At one table there were six sets of headphones – three were playing a new song by U2 and three were playing Kenny G. The subjects were directed to a sheet of paper that had a picture of two small piles of blue and red M & M’s. After listening to the music for a few minutes, they are asked to circle the amount of each color that they would consume at that moment.

Steve Kang, senior in business, said his hypothesis is that listening to U2 would influence a person to choose a red-colored food and listening to Kenny G would influence them to choose blue, even if they tasted the same. He said the color red can be more exciting while blue is comforting.

Jenny Miksanek, junior in LAS, said she listened to Kenny G and indicated she would have chosen to eat red M & M’s.

“The blue ones are stranger,” Miksanek said. “They haven’t been around forever.”

David Baker, freshman in engineering, said the “Battle of the Brands” was unique.

One table had several different plastic foods and the survey asked the subjects to rate how they felt about the food in each of the situations.

For example, would a side of nachos and cheese be enjoyable at a candlelit dinner?

At another table, there were four plates with a typical meal from a “hearty” restaurant like McDonald’s: chicken nuggets and sauce, fries and a soft drink. Each plate had a bigger serving of each and are lettered A to D. Another four plates featured a meal from a “healthy” restaurant like Subway. On each plate, the size of the sub sandwich, side of potato chips and diet soft drink increased.

On the survey, the sheet asked how many calories the subject thought they would save by eating the healthy meal A rather than the hearty meal A.

Graduate student Nina Huesgen said she chose Meal A, the smallest, as the one that saves the most calories.

Students have their own area of research. Jennifer Roberts, a graduate student in Wansink’s class, created a research study on wine.

“I couldn’t bring it here though,” Roberts said. “With (Wansink’s) guidance, the students formulate interesting conclusions.”

Roberts said it is a great opportunity for those looking for marketing jobs in a food company.

Wansink said the “Battle of Brands” is in its seventh year.

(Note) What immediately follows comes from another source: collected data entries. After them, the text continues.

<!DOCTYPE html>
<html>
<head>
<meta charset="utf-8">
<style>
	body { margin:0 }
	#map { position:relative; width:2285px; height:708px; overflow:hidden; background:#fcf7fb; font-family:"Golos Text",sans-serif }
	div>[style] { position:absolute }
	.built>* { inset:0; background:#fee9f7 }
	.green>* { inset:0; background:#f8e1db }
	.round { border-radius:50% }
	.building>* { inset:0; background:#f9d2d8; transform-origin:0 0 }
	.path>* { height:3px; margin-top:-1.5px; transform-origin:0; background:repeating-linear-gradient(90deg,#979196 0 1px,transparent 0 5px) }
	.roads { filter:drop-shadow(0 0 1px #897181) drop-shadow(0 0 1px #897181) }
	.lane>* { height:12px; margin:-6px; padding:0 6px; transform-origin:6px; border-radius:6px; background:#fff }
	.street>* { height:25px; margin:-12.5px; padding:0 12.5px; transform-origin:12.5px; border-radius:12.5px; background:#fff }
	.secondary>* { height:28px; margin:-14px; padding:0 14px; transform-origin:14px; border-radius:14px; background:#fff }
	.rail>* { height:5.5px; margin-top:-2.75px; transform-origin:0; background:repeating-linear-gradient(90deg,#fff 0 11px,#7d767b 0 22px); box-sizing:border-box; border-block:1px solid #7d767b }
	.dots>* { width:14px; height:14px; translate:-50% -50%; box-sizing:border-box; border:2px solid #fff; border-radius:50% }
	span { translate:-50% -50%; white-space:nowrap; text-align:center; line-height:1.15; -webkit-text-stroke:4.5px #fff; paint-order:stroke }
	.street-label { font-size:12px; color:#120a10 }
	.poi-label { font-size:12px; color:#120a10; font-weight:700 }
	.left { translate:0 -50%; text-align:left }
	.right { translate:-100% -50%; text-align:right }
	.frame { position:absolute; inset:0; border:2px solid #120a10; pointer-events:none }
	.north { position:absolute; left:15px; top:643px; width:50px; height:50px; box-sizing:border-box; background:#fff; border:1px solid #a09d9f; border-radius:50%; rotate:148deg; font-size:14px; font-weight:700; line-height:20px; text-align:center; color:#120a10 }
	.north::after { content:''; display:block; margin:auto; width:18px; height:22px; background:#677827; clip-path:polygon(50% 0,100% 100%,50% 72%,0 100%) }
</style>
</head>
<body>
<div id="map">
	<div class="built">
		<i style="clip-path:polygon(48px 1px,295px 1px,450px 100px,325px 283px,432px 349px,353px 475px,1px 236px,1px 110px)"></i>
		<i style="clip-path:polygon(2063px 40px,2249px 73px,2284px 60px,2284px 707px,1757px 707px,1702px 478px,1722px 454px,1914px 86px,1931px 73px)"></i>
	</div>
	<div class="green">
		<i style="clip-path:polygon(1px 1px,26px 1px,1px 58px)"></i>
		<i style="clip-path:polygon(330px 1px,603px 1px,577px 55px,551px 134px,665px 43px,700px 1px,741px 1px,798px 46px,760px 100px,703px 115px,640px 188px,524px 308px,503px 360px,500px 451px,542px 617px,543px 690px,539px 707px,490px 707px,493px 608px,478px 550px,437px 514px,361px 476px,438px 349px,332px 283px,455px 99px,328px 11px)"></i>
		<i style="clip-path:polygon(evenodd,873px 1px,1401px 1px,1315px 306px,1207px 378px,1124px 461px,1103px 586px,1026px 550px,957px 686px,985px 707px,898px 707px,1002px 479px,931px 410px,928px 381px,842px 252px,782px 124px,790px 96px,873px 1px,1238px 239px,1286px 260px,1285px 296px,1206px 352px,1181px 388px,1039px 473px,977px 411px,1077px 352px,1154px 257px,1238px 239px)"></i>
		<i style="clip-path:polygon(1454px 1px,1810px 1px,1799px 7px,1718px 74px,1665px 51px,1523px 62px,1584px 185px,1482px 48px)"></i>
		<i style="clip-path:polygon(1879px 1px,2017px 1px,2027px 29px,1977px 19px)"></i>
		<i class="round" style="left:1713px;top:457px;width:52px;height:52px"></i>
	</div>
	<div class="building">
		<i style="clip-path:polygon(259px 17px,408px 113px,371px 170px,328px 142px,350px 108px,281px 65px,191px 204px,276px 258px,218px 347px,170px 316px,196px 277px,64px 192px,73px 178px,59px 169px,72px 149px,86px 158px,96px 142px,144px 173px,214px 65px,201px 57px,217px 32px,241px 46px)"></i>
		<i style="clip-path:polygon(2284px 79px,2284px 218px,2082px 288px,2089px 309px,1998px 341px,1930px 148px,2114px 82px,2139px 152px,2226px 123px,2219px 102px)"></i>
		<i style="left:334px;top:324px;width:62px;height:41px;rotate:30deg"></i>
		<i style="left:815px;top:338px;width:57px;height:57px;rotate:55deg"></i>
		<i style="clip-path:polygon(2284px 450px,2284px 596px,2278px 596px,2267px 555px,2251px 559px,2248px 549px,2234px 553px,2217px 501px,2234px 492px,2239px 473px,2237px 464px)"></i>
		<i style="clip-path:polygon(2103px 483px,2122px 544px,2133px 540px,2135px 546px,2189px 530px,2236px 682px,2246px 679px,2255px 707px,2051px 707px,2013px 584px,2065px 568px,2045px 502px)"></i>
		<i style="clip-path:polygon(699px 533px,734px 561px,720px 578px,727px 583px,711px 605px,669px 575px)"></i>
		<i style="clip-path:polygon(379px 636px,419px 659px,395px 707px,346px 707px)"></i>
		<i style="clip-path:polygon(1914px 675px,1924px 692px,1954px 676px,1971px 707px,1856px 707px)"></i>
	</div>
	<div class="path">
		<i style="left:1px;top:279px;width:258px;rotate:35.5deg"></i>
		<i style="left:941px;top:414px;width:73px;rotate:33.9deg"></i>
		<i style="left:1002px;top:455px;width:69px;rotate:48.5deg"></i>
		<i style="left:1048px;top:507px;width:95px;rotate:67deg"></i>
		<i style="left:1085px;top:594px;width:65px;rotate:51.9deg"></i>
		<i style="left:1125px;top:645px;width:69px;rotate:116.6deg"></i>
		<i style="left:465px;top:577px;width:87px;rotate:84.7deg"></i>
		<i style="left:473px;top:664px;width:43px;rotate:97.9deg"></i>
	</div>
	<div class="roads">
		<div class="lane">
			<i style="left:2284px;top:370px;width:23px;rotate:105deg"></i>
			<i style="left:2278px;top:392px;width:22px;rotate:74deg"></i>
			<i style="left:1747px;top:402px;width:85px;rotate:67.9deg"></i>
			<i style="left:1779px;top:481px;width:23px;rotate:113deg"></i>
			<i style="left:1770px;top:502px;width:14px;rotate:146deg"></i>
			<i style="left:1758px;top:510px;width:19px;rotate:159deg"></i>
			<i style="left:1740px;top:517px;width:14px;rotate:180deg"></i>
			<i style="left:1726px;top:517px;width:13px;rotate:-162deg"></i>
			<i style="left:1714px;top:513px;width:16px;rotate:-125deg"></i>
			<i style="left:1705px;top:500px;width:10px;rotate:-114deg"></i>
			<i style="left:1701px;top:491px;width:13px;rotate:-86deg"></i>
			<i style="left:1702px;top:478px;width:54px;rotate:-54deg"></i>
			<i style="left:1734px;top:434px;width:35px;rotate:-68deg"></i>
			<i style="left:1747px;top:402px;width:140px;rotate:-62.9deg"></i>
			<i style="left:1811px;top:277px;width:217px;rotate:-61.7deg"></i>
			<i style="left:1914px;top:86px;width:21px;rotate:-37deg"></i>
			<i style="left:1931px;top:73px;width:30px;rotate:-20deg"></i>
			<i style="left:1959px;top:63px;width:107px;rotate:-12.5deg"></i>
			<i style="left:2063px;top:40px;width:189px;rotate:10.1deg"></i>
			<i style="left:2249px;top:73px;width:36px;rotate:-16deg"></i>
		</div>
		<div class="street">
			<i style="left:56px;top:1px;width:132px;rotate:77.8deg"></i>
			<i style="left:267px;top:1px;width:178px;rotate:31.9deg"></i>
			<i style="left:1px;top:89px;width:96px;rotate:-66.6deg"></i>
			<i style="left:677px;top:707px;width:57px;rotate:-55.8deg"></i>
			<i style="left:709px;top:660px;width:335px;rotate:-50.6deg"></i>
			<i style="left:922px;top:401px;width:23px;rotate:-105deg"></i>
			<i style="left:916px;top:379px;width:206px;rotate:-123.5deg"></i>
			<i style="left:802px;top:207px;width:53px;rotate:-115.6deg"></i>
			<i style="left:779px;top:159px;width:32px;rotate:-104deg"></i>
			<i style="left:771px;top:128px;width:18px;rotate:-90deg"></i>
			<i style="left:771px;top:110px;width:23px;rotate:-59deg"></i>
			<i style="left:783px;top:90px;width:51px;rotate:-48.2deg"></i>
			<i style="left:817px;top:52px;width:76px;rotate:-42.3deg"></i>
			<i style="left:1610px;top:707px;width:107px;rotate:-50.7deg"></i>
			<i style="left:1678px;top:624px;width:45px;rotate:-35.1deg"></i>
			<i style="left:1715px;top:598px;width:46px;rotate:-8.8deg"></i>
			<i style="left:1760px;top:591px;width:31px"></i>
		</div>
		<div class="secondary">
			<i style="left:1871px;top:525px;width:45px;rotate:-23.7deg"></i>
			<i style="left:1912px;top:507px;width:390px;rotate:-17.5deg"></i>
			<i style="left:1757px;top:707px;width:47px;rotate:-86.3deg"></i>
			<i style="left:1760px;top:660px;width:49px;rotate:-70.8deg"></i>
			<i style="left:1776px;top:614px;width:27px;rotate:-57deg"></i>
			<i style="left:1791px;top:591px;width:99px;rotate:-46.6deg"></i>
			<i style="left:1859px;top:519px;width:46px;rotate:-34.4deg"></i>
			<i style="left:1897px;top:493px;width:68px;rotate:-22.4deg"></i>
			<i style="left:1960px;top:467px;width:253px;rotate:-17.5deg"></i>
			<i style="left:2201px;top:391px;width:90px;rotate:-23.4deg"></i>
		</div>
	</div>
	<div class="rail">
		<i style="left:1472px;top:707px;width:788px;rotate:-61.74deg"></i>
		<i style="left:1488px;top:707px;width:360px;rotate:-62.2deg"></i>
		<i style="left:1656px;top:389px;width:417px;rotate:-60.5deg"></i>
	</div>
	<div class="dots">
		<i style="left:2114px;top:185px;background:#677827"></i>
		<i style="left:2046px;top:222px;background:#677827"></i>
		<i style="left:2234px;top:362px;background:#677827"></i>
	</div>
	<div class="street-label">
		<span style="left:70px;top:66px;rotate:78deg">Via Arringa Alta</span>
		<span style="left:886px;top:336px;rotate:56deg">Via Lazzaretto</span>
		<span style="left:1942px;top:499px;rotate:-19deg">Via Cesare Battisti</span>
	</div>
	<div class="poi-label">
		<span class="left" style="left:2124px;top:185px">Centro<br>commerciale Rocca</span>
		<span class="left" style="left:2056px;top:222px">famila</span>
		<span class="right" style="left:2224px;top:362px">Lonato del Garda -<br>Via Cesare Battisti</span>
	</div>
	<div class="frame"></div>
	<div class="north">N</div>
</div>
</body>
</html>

One of the reasons the event is held is because it gives graduate students a chance to run their own experiment. In this format, they don’t have to recruit their own subjects.

“We encourage people to eat healthy and be better-informed consumers,” Wansink said.

One survey asks how much the subject weighed before their freshman year in college, after their freshman year and their current weight in order to learn more about which people are most likely to gain the “freshman 15.”

The survey asks people questions about their experience with food as children, such as if they ate all their vegetables or were required to clean their whole plate, in order to determine if that has any correlation with weight gain.

Wansink said the results of the studies are published on their Web site, www.foodpsychology.com.